By Robert Inlakesh
Robert Inlakesh is a journalist, writer and political analyst, who has lived in and reported from the occupied Palestinian West Bank. He has written for publications such as Mint Press, Mondoweiss, MEMO and various other outlets. He specializes in analysis of the Middle-East, in particular Palestine-Israel. He also works for Press TV as a European correspondent.
The Lebanese protest movement, aimed at forcing in government reforms and the ending of a corrupt rule in the country, is in its second month. Now after the murder of one protester and clashing of rival sectarian groups, the fears of a nation have been stoked and Lebanon could be on a slippery slope heading towards civil war.

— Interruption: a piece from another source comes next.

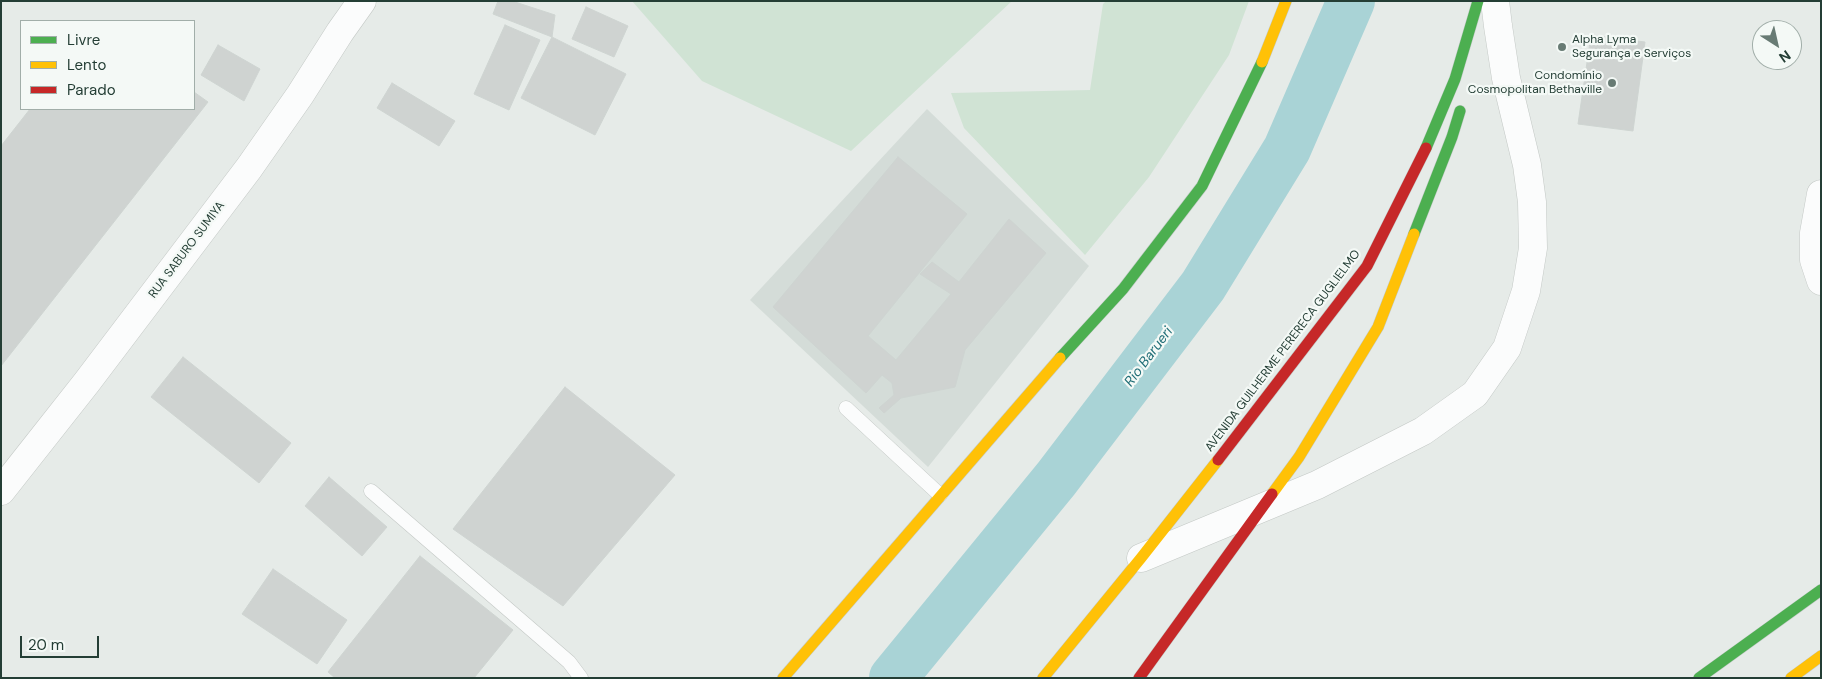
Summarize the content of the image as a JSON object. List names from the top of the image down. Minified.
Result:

The majority of the people who first rose to the streets in Lebanon were genuinely there to change the socio-economic conditions under which they suffer and this is still true of many demonstrators. However, now it has become very clear that corrupt Lebanese officials as well as foreign powers are influencing the events in Lebanon and there are more than just allegations to prove this.
The demonstrations which are ongoing in Lebanon, started on the 17th of October due to austerity, government corruption and unfair taxes. One of the issues concerning many of the demonstrators was the unrepresentative sectarian political system, currently plaguing the country. This sectarian fixed order structuring Lebanon’s political system, forces the country to always take a Christian President, a Sunni Muslim Prime Minister and a Shia Muslim speaker of Parliament. This type of political system is called confessionalism and was introduced to Lebanon by the French, it is also the system of government now installed in Iraq following the toppling of Sadaam Hussein by the US Bush Jr. Administration.

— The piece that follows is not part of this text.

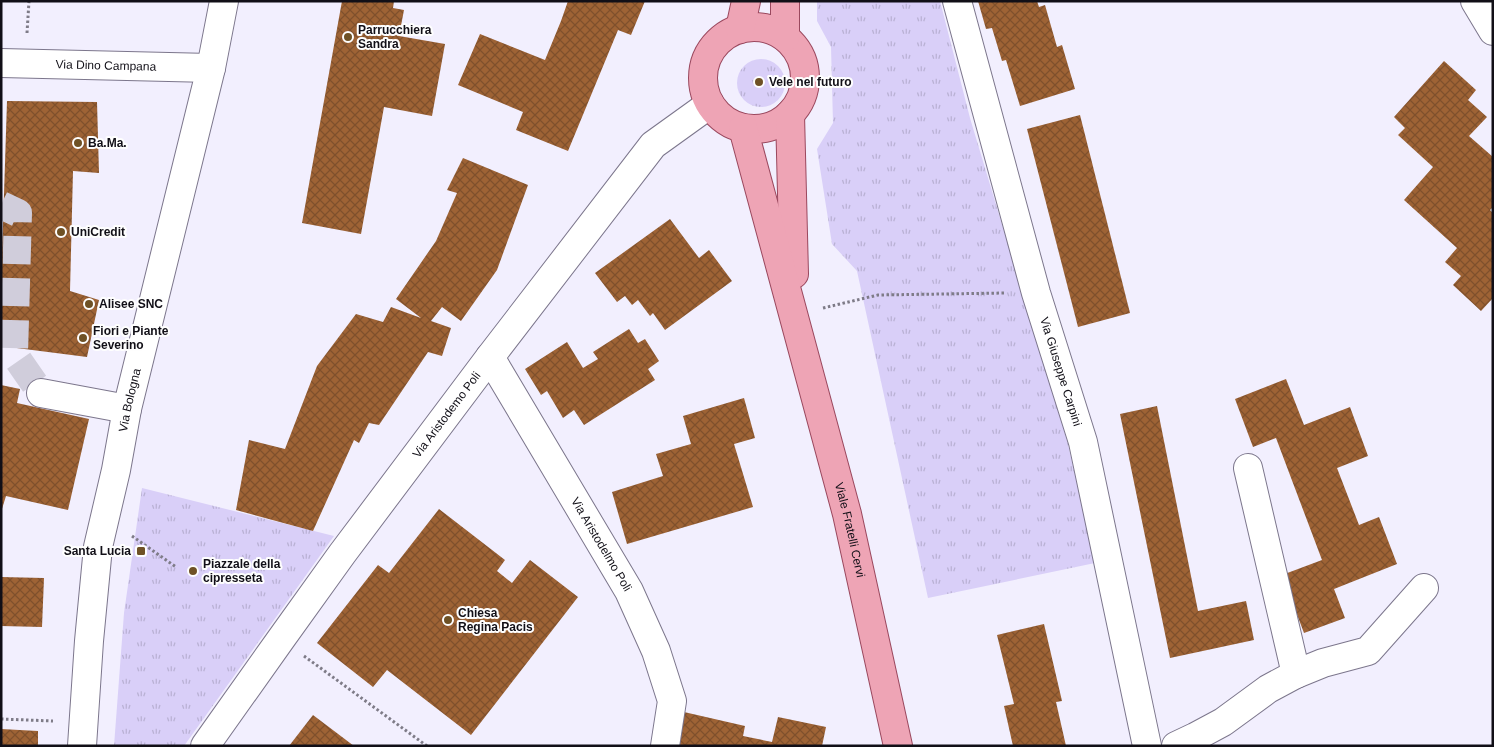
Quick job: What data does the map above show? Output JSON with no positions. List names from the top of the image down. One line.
{"streets":{"main road":["Viale Fratelli Cervi"],"street":["Via Dino Campana","Via Giuseppe Carpini","Via Bologna","Via Aristodemo Poli","Via Aristodelmo Poli"]},"crossings":[["Via Dino Campana","Via Bologna"],["Via Aristodemo Poli","Via Aristodelmo Poli"]],"places":{"other":["Parrucchiera Sandra","Vele nel futuro","Ba.Ma.","UniCredit","Alisee SNC","Fiori e Piante Severino","Piazzale della cipresseta","Chiesa Regina Pacis"],"transit":["Santa Lucia"]}}
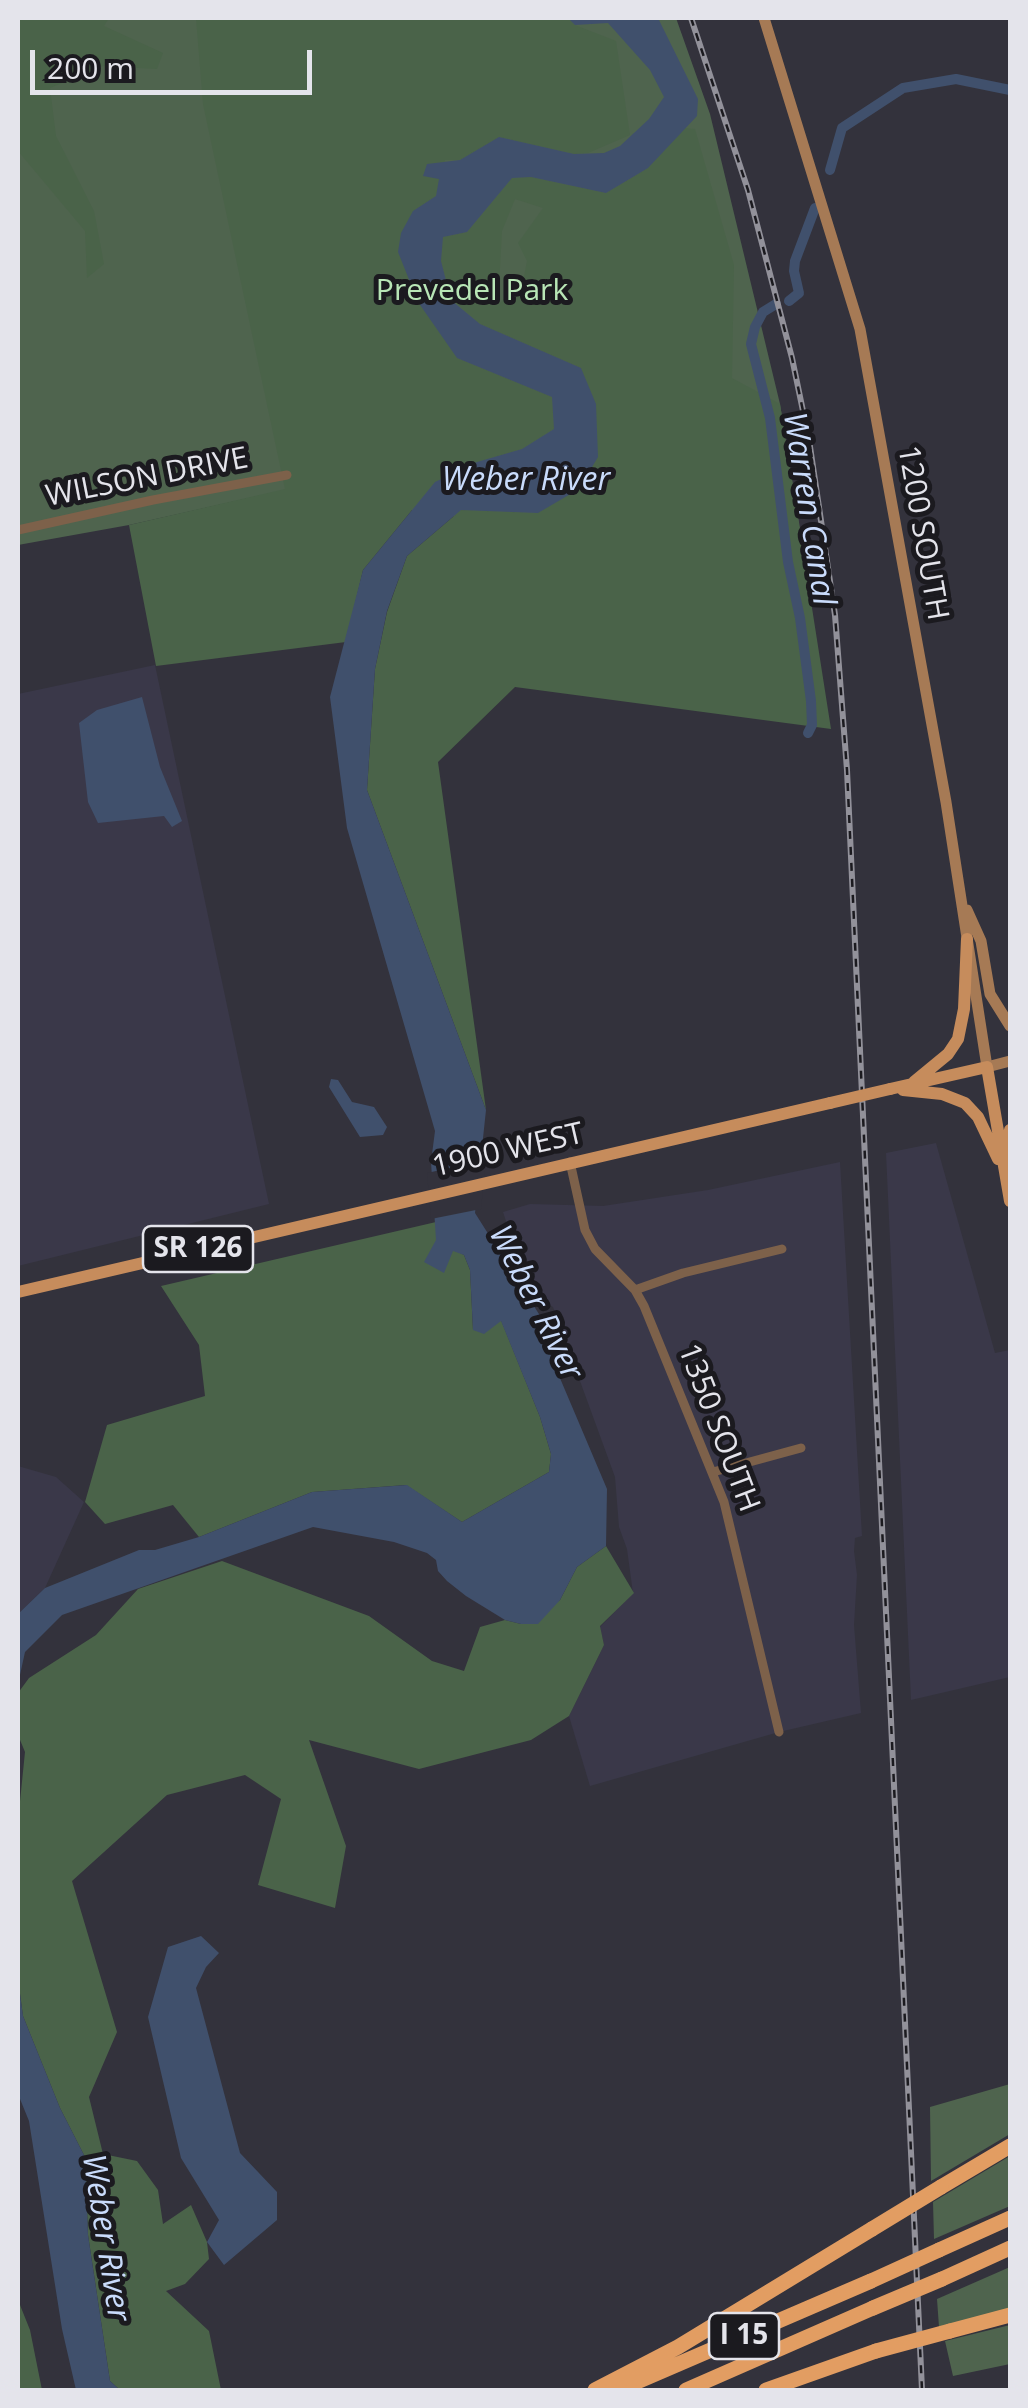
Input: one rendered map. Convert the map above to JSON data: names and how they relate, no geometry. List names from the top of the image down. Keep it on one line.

For the first time, in such numbers, Lebanon’s demonstrations began as a non-sectarian protest movement. It was the Lebanese people against the government. At least this was the idea of many in the streets anyway. But unfortunately such a revolt, which had no leadership or specific politically planned solution to offer, was taken advantage of by the usual characters such as Samir Geagea, Walid Jumblatt and Nabih Berri inside of the country.
Samir Geagea is one of the most prominent Maronite Christian leaders in Lebanon, he is an ex-warlord and the current head of the Lebanese Forces, he is also closely affiliated with the Christian Phalangist movement. The Phalange or Kataeb Party - along with Israel - was responsible for the September 1982 massacre of thousands of Palestinian refugees in Sabra and Shatila. It is well known that Geagea communicated with the Israelis in the past and is widely renowned as a corrupt official.

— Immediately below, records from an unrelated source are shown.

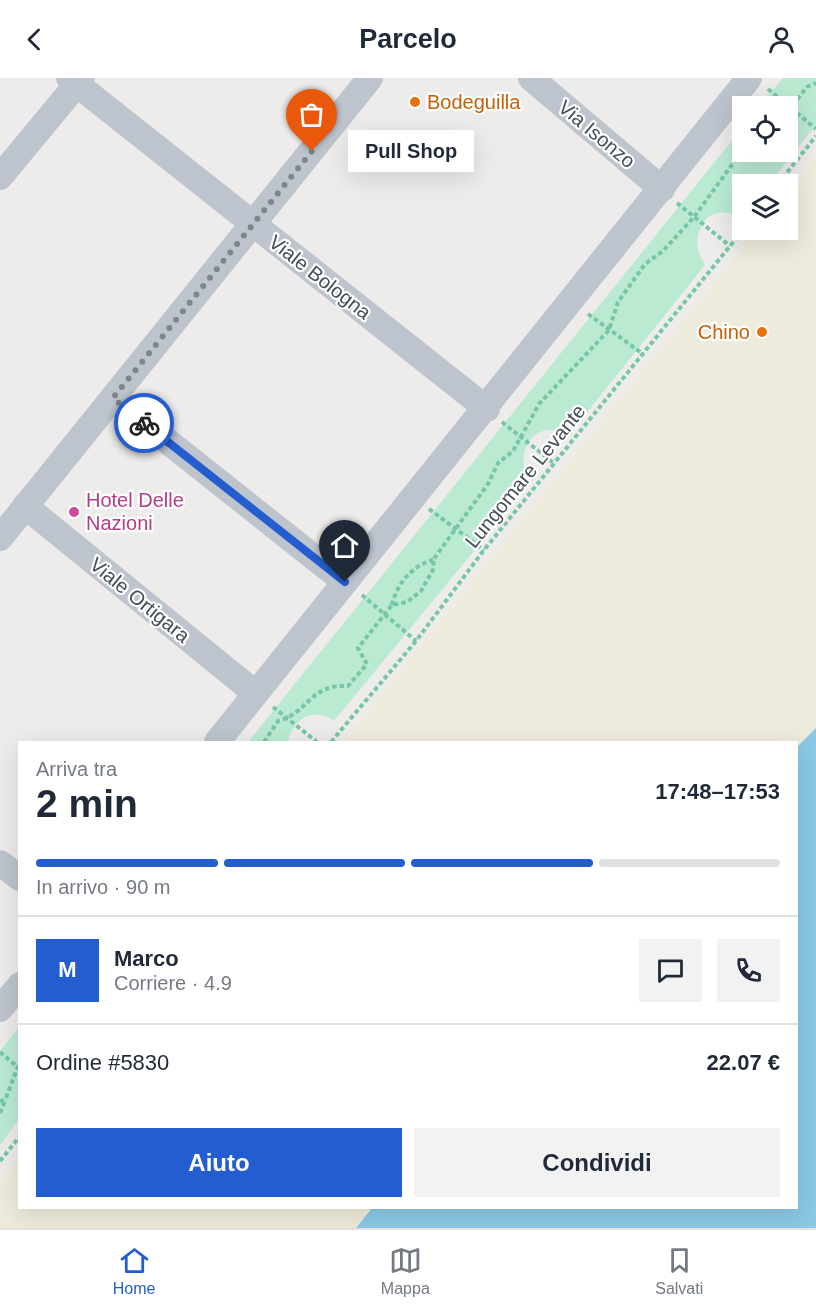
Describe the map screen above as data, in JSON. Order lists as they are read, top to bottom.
{
  "streets": {
    "street": ["Via Isonzo", "Viale Bologna", "Viale Ortigara"],
    "path": ["Lungomare Levante"]
  },
  "places": [
    "Bodeguilla",
    "Pull Shop",
    "Chino",
    "Hotel Delle Nazioni"
  ],
  "page": {
    "header": "Parcelo",
    "bubble": "Pull Shop",
    "heading": ["2 min", "Arriva tra", "17:48–17:53"],
    "panel": [
      "Marco",
      "Corriere · 4.9",
      "Ordine #5830",
      "22.07 €"
    ],
    "bar": "In arrivo · 90 m",
    "round": "M",
    "buttons": ["Aiuto", "Condividi"],
    "tabs": ["Home", "Mappa", "Salvati"]
  }
}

Interestingly Samir Geagea’s Lebanon Forces resigned from the Lebanese government and joined together with the protest movement against the government. This is despite the fact that many of the demonstrators are in the streets against his Party’s corruption, amongst the corruption of others. To make things worse, the Lebanon Forces are now amping up their rhetoric of hate towards other rival Christian Party’s and also Hezbollah, in what has been interpreted a sectarian mission to incite violence. It is well known, the connections between Geagea and foreign powers, the most worrying of which is Israel because the collaboration between the two is still a strong possibility.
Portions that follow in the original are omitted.